Rubios Aussage sorge für "große Erleichterung" in Brüssel, so Stefanie Babst, ehem. Stellv. Nato-Generalsekretärin. Doch sie stehe "im deutlichen Gegensatz zur konkreten Politik" in Washington.04.04.2025 | 5:59 min
Bei einem Nato-Treffen in Brüssel beraten die Außenminister der Mitgliedsstaaten unter anderem über den Beitrag der Europäischen Union zu aktuellen Aufrüstungsbemühungen. Anwesend ist auch US-Außenminister Marco Rubio.

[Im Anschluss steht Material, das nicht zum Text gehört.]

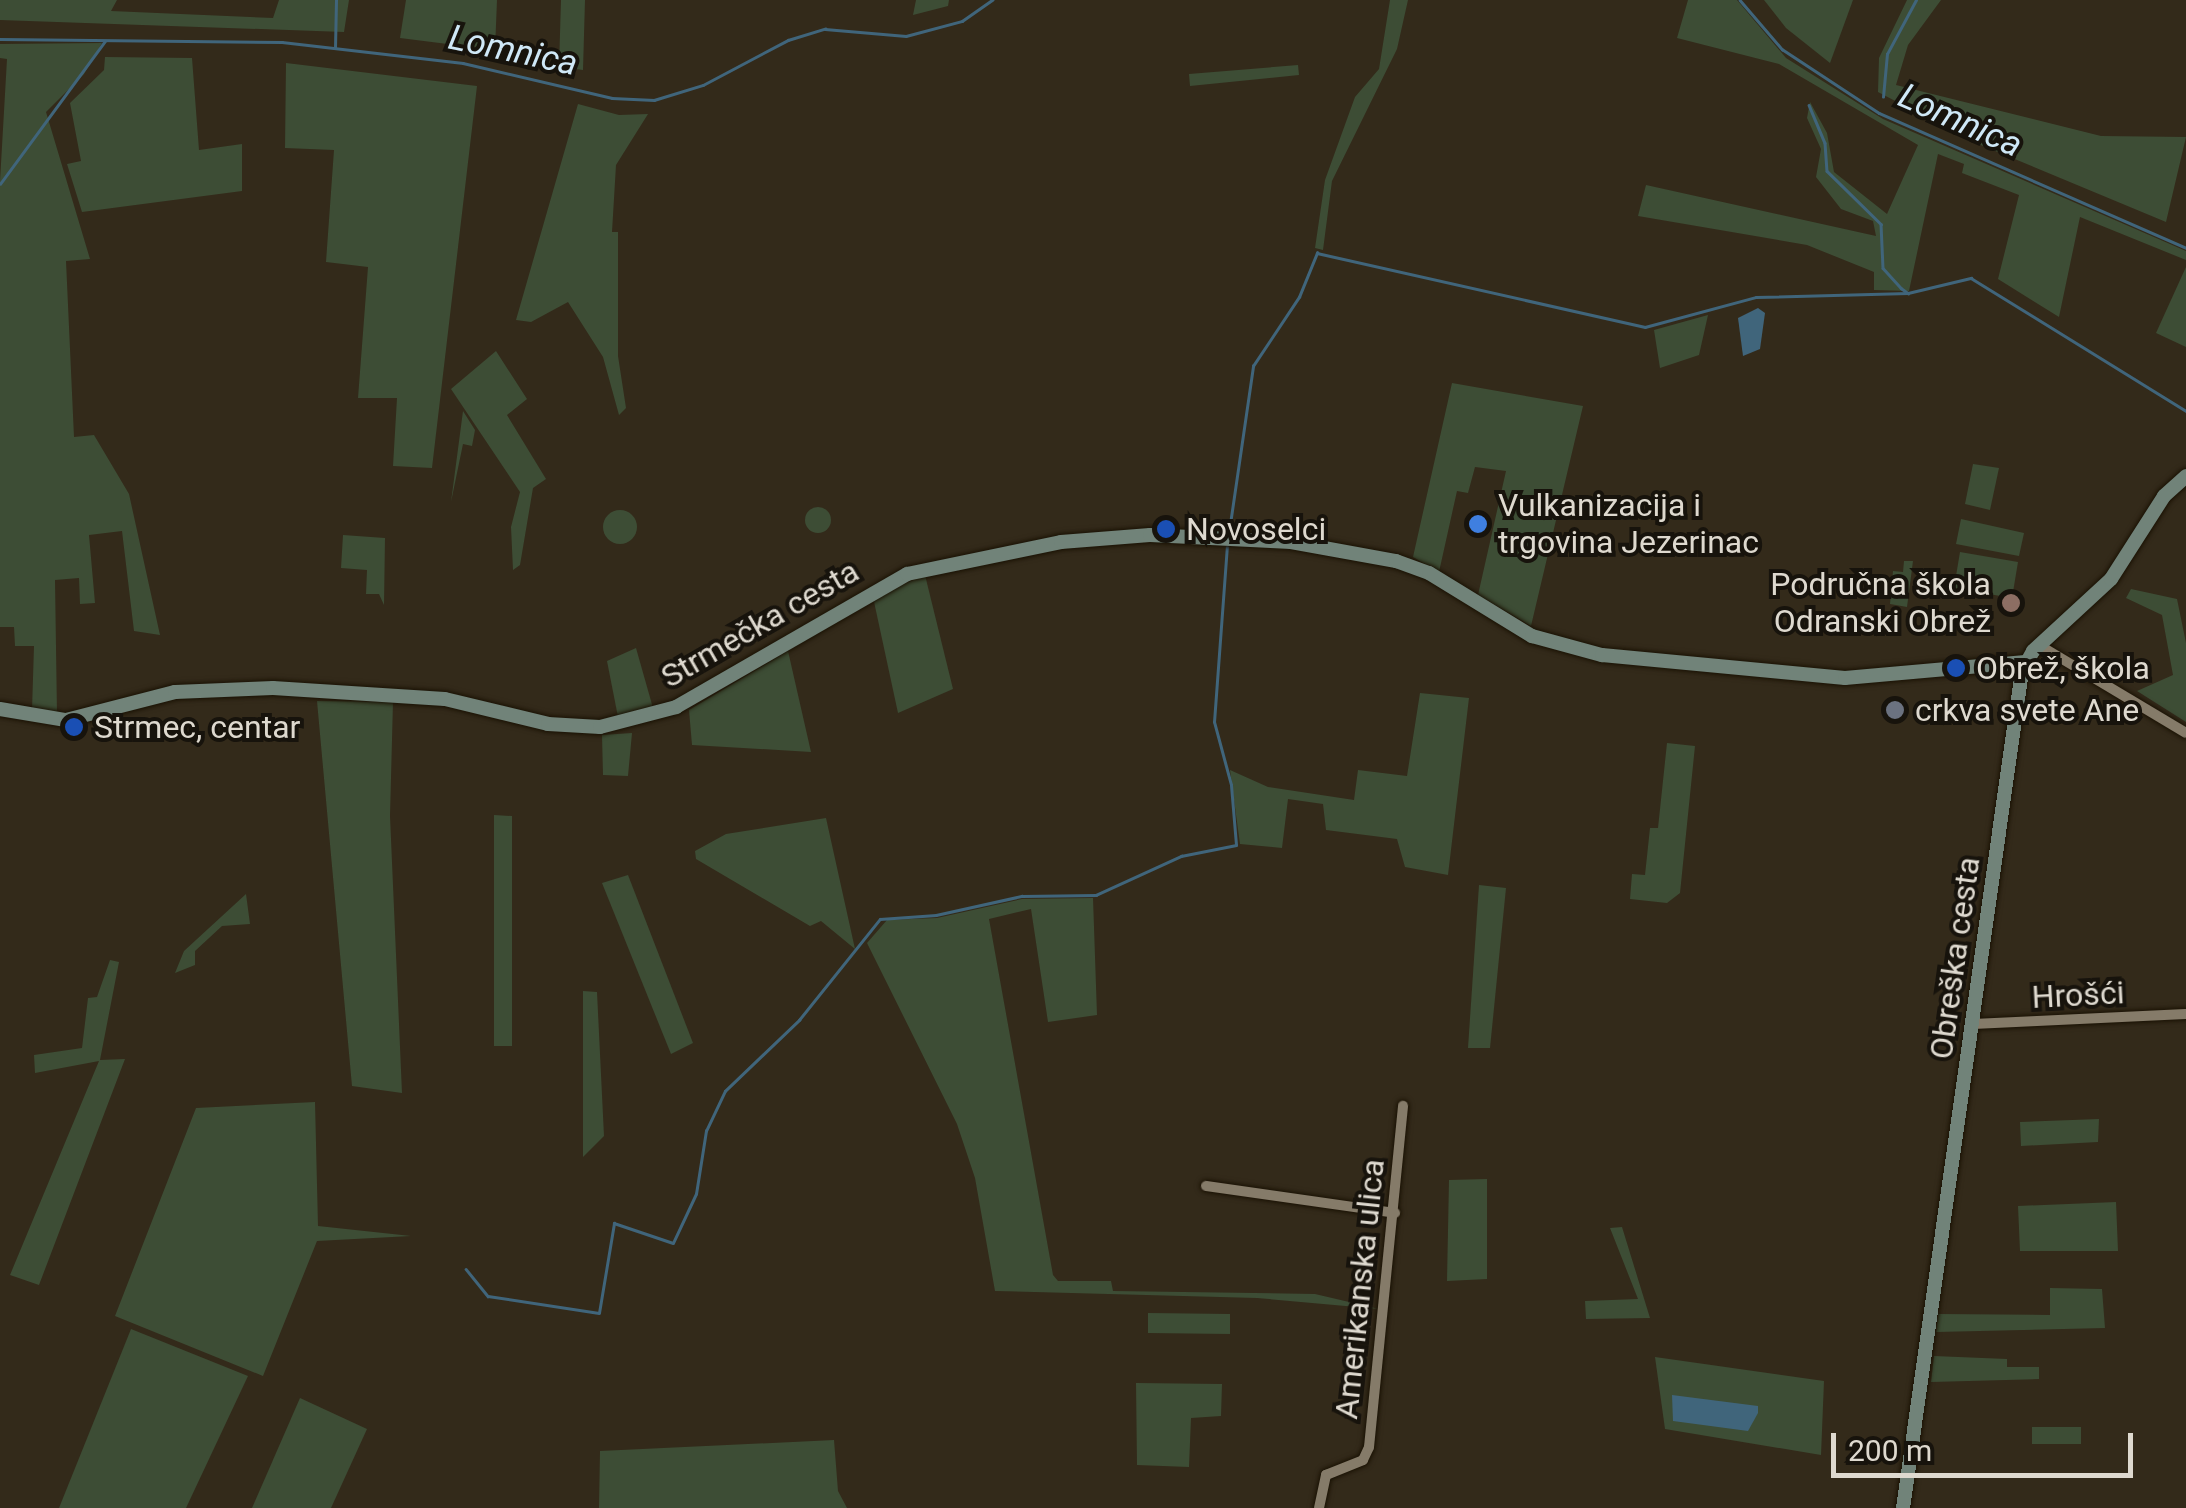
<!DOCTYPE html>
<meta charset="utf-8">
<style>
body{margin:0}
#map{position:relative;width:2186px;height:1508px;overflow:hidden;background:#332a1a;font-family:Roboto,sans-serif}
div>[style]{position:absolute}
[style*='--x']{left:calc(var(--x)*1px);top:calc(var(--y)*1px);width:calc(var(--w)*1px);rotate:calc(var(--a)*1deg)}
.green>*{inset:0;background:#3d4d35}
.round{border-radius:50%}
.water>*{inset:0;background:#40657b}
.stream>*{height:2.5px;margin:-1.25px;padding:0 1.25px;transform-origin:1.25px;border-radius:1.25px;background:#40657b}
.roads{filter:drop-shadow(0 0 2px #1a1204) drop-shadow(0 0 2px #1a1204)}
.street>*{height:10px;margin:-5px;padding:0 5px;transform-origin:5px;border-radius:5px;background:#857b69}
.secondary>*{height:14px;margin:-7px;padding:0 7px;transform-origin:7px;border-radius:7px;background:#718379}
.dots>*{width:28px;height:28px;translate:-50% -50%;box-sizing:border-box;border:5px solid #17130c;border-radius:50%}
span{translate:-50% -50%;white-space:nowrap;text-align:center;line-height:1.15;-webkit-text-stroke:8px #17130c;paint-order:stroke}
.poi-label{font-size:32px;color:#ded9cf}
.left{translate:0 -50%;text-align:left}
.right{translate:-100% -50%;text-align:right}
.street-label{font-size:32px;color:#ded9cf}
.water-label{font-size:35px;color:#cfe8f7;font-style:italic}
.scale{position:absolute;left:1831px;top:1433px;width:302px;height:45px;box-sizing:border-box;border:5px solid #ded9cf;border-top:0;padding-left:12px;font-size:30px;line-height:35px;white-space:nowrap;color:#ded9cf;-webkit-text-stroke:8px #17130c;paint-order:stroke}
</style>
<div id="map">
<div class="green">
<div style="clip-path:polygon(0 0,117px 0,111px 11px,273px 18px,279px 0,349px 0,344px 32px,0 20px)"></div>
<div style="clip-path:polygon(406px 0,497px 0,495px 50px,400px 38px)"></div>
<div style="clip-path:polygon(561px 0,585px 0,583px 70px,559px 67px)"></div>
<div style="clip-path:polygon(916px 0,949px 0,948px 6px,913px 15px)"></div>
<div style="clip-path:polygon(1390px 0,1408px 0,1397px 49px,1332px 181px,1323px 250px,1315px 248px,1325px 180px,1355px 97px,1379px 69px)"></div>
<div style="clip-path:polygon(1688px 0,1737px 0,1786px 58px,1883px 119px,2186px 251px,2186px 260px,2080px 217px,2059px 317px,1998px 279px,2019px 195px,1962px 173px,1964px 164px,1938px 154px,1909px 291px,1874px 290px,1874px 272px,1807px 245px,1638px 216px,1646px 185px,1876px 236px,1873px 221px,1841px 209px,1816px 177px,1821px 149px,1807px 118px,1810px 102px,1827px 133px,1834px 172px,1887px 214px,1918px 145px,1779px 64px,1677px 38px)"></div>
<div style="clip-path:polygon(1764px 0,1853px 0,1830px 63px,1786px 28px)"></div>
<div style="clip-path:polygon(1907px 0,1941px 0,1908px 45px,1896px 85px,2101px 136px,2186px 137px,2166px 222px,1976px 143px,1878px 92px,1879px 58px)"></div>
<div style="clip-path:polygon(102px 43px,84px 74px,46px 112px,90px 259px,66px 261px,74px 437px,94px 435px,129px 494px,160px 635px,134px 631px,122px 531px,89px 535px,95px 603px,80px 604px,79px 578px,55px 580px,57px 714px,32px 710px,34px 646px,15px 646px,14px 627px,0 627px,0 181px,7px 59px,0 58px,0 44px)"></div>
<div style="clip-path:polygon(105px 57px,192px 58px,199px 150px,242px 144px,242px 191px,82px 212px,67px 164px,81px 161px,70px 103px,104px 70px)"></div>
<div style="clip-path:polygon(286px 63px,477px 86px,432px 468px,393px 466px,397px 398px,358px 398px,368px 267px,326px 262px,334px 150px,285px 148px)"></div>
<div style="clip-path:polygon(1298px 65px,1299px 75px,1190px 86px,1189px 74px)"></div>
<div style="clip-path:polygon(578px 104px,619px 115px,648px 114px,616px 165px,612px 232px,618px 232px,618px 356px,626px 408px,619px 415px,603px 357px,568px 302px,531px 322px,516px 320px)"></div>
<div style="clip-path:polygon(2186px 267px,2186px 347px,2156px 333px)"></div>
<div style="clip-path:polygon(1708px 315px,1699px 355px,1660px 368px,1654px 330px)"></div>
<div style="clip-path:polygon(496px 351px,527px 399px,507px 415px,546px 479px,533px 488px,520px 565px,513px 570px,511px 527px,520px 492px,451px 389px)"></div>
<div style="clip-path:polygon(1452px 383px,1583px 406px,1531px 626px,1478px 595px,1506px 471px,1475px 467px,1468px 493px,1457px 491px,1439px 572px,1413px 557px)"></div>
<div style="clip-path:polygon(463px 411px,475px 430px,472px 446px,463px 444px,451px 502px)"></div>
<div style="clip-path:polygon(1973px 464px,1999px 468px,1990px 510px,1965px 504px)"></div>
<div class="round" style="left:805px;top:507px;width:26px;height:26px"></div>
<div class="round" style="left:603px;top:510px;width:34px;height:34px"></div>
<div style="clip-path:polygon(1961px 519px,2024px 533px,2019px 556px,1956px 544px)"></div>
<div style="clip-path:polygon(343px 535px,385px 538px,384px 605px,379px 594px,366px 594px,367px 570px,341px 568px)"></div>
<div style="clip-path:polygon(1960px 552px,2018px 562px,2012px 598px,1954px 588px)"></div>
<div style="clip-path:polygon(1904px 561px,1913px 561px,1907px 607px,1890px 604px,1893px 571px,1903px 572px)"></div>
<div style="clip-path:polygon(925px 575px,953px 689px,898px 713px,873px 597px)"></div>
<div style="clip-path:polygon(2131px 589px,2177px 599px,2186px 643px,2186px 722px,2137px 691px,2173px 675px,2162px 615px,2126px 598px)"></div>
<div style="clip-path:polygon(636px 648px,653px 708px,618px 717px,607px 661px)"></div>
<div style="clip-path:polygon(788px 651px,811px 752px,692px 745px,689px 710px)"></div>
<div style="clip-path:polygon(1420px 693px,1469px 698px,1448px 875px,1405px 867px,1397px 839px,1326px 830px,1323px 804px,1288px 799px,1282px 848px,1240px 844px,1230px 770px,1268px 787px,1354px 800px,1358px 770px,1407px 776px)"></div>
<div style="clip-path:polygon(317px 701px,393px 702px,390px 816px,402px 1093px,352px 1086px)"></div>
<div style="clip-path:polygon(632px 733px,628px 776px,603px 775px,602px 735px)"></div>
<div style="clip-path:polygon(1667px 743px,1695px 746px,1680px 893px,1667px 903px,1630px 899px,1632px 874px,1645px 875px,1650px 828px,1658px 828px)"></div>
<div style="clip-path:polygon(494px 815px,512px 816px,512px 1046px,494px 1046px)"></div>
<div style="clip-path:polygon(826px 818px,855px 949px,821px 921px,810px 926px,696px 859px,695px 851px,726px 834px)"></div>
<div style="clip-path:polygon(628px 875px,693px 1043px,671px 1054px,602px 883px)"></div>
<div style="clip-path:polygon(1479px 885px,1506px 888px,1490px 1048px,1468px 1048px)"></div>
<div style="clip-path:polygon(246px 894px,250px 924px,222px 926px,195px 951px,195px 965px,175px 973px,184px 951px)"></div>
<div style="clip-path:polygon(1093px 898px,1097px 1015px,1048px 1022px,1031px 909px,989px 919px,1053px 1275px,1058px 1281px,1111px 1281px,1113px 1291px,1315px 1294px,1379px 1309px,1257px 1298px,995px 1291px,975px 1178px,957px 1124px,867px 943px,887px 920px,937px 918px,1022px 899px)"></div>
<div style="clip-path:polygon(110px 960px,119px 962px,100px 1060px,125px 1059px,39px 1285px,10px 1275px,99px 1061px,35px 1073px,34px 1055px,82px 1048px,88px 998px,97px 997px)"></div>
<div style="clip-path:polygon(583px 991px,597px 992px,604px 1136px,583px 1157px)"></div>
<div style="clip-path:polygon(315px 1102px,318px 1226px,411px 1236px,317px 1241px,263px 1376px,115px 1316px,196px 1108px)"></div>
<div style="clip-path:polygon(2099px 1119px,2098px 1142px,2021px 1146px,2020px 1122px)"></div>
<div style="clip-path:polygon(1487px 1179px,1487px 1279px,1447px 1281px,1449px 1180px)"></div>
<div style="clip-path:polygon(2116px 1202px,2118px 1251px,2020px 1251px,2018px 1206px)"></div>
<div style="clip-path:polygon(1622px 1227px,1650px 1318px,1586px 1319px,1585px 1301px,1638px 1299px,1610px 1228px)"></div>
<div style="clip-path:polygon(2050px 1288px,2102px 1289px,2105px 1328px,1936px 1332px,1938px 1314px,2050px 1315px)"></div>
<div style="clip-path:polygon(1148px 1313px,1230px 1314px,1230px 1334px,1148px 1333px)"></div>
<div style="clip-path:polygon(131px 1329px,248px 1376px,186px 1508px,59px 1508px)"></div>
<div style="clip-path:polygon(1934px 1356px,2007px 1359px,2007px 1367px,2039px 1367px,2039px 1379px,1931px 1382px)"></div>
<div style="clip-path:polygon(1655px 1357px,1824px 1381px,1821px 1455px,1665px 1429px)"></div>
<div style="clip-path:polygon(1136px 1383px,1222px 1384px,1221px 1416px,1191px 1418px,1189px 1467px,1137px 1465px)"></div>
<div style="clip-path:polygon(300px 1398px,367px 1429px,331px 1508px,252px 1508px)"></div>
<div style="clip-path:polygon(2032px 1427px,2081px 1427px,2081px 1444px,2032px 1444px)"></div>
<div style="clip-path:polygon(834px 1440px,838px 1491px,847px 1508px,599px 1508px,600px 1451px)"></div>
</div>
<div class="water">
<div style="clip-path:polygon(1758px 308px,1765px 313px,1760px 349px,1743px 356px,1738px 318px)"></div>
<div style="clip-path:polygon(1672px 1395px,1758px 1406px,1758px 1413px,1748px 1431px,1673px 1421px)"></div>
</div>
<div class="stream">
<div style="--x:1740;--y:0;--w:65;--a:49.4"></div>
<div style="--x:1782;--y:49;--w:116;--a:33.4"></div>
<div style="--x:1879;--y:113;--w:335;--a:23.7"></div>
<div style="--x:0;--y:39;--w:282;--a:0.6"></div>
<div style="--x:282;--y:42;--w:182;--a:6.6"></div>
<div style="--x:463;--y:63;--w:153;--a:13.2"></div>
<div style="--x:612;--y:98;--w:42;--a:2.7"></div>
<div style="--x:654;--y:100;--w:51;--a:-17"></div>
<div style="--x:703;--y:85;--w:96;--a:-27.9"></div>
<div style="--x:788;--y:40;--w:39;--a:-17"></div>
<div style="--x:825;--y:29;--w:81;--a:4.9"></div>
<div style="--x:906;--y:36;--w:58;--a:-15"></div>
<div style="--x:962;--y:21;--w:37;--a:-35"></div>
<div style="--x:335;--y:48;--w:48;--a:-88.8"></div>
<div style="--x:1883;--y:97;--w:43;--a:-84.7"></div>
<div style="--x:1887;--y:54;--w:61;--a:-61.8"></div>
<div style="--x:1809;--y:105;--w:41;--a:67.2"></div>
<div style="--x:1825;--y:143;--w:28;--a:86"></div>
<div style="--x:1827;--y:171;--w:76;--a:44.5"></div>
<div style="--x:1881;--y:224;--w:44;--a:87.4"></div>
<div style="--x:1883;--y:268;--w:27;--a:48"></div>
<div style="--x:1901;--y:288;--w:9;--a:36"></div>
<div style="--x:1908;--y:293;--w:65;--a:-13.4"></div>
<div style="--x:1971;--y:278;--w:253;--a:31.7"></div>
<div style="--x:0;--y:184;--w:177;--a:-53.7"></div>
<div style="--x:1229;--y:531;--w:167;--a:-81.7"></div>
<div style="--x:1253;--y:366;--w:83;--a:-56.3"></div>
<div style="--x:1299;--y:297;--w:48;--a:-67.8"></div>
<div style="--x:1317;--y:253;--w:336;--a:12.7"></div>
<div style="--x:1645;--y:327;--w:115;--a:-15.1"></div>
<div style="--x:1756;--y:297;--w:152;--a:-1.5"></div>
<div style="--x:466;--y:1269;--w:35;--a:51"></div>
<div style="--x:488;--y:1296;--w:112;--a:8.7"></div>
<div style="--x:599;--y:1313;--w:91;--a:-80.5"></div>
<div style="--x:614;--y:1223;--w:62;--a:18.7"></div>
<div style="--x:673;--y:1243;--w:54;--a:-64.9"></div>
<div style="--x:696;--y:1194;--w:64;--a:-81"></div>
<div style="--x:706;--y:1131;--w:44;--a:-64.6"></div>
<div style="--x:725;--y:1091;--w:103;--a:-43.8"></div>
<div style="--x:799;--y:1020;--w:129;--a:-51.3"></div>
<div style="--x:880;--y:919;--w:56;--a:-4.1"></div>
<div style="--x:936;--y:915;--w:88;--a:-12.5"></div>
<div style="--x:1022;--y:896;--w:74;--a:-0.8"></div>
<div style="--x:1096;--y:895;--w:94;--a:-24.6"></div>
<div style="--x:1181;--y:856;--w:56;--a:-11.3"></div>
<div style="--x:1236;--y:845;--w:60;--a:-94.8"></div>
<div style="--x:1231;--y:785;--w:65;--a:-105.1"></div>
<div style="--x:1214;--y:722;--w:175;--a:-85.8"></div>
</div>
<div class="roads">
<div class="street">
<div style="--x:2039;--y:645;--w:171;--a:30.9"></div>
<div style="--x:1973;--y:1024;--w:213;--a:-2.7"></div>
<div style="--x:1206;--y:1186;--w:191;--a:8.1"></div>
<div style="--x:1319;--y:1508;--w:34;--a:-78"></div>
<div style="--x:1326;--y:1475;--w:40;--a:-22"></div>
<div style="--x:1363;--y:1460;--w:14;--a:-65"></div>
<div style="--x:1369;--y:1447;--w:343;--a:-84.3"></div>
</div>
<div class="secondary">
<div style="--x:0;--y:709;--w:67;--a:9.5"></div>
<div style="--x:66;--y:720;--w:113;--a:-14.4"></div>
<div style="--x:175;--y:692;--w:98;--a:-2.3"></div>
<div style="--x:273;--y:688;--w:172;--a:3.7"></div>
<div style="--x:445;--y:699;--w:106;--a:13.6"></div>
<div style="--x:548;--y:724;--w:52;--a:3.3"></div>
<div style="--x:600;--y:727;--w:79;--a:-14.7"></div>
<div style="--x:676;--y:707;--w:267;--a:-29.9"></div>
<div style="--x:907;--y:574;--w:157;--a:-11.7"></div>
<div style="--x:1061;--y:542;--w:89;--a:-4.5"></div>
<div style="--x:1150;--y:535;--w:141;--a:2.8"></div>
<div style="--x:1291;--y:542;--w:107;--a:10.3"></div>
<div style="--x:1396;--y:561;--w:35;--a:20"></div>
<div style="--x:1429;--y:573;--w:121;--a:31.5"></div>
<div style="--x:1532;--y:636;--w:73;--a:15.2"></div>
<div style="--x:1602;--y:655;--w:244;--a:5.4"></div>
<div style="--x:1845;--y:678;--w:181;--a:-5.1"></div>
<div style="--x:1903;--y:1508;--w:845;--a:-81.91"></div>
<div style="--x:2022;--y:671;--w:23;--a:-61"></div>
<div style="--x:2033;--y:651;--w:106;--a:-42.7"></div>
<div style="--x:2111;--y:579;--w:98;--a:-57.4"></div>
<div style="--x:2164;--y:496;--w:30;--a:-42"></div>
</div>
</div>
<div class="dots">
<div style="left:1478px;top:524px;background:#3f7fe0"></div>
<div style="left:1166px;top:529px;background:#1a4fb4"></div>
<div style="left:2011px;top:603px;background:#8d6e63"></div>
<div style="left:1956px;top:668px;background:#1a4fb4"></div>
<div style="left:1895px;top:710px;background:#6b7280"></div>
<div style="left:74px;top:727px;background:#1a4fb4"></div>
</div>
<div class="poi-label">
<span class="left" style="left:1498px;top:524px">Vulkanizacija i<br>trgovina Jezerinac</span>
<span class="left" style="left:1186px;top:529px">Novoselci</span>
<span class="right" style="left:1991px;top:603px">Područna škola<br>Odranski Obrež</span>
<span class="left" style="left:1976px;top:668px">Obrež, škola</span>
<span class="left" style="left:1915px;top:710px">crkva svete Ane</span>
<span class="left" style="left:94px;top:727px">Strmec, centar</span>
</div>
<div class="street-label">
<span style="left:760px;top:624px;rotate:-30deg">Strmečka cesta</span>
<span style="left:1955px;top:958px;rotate:-82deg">Obreška cesta</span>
<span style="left:2078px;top:995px;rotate:-3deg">Hrošći</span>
<span style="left:1360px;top:1289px;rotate:-84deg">Amerikanska ulica</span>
</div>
<div class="water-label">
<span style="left:513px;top:51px;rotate:12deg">Lomnica</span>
<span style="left:1960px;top:121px;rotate:24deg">Lomnica</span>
</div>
<div class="scale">200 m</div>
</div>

Er beteuerte zwar, die USA würden in der Nato bleiben, forderte zugleich jedoch von den Mitgliedern, ihre Militärausgaben auf fünf Prozent des jeweiligen Bruttoinlandsprodukts (BIP) anzuheben.
Eine Einschätzung dazu, wie verlässlich Rubios Bekenntnis zur Nato ist und wie realistisch seine Forderung höherer Militärausgaben, gab im ZDF-"Morgenmagazin" Stefanie Babst. Sie leitete bis 2020 den strategischen Planungsstab der Nato.
Lesen Sie das Interview hier in Auszügen oder schauen Sie es im Video in voller Länge. Das sagte Babst...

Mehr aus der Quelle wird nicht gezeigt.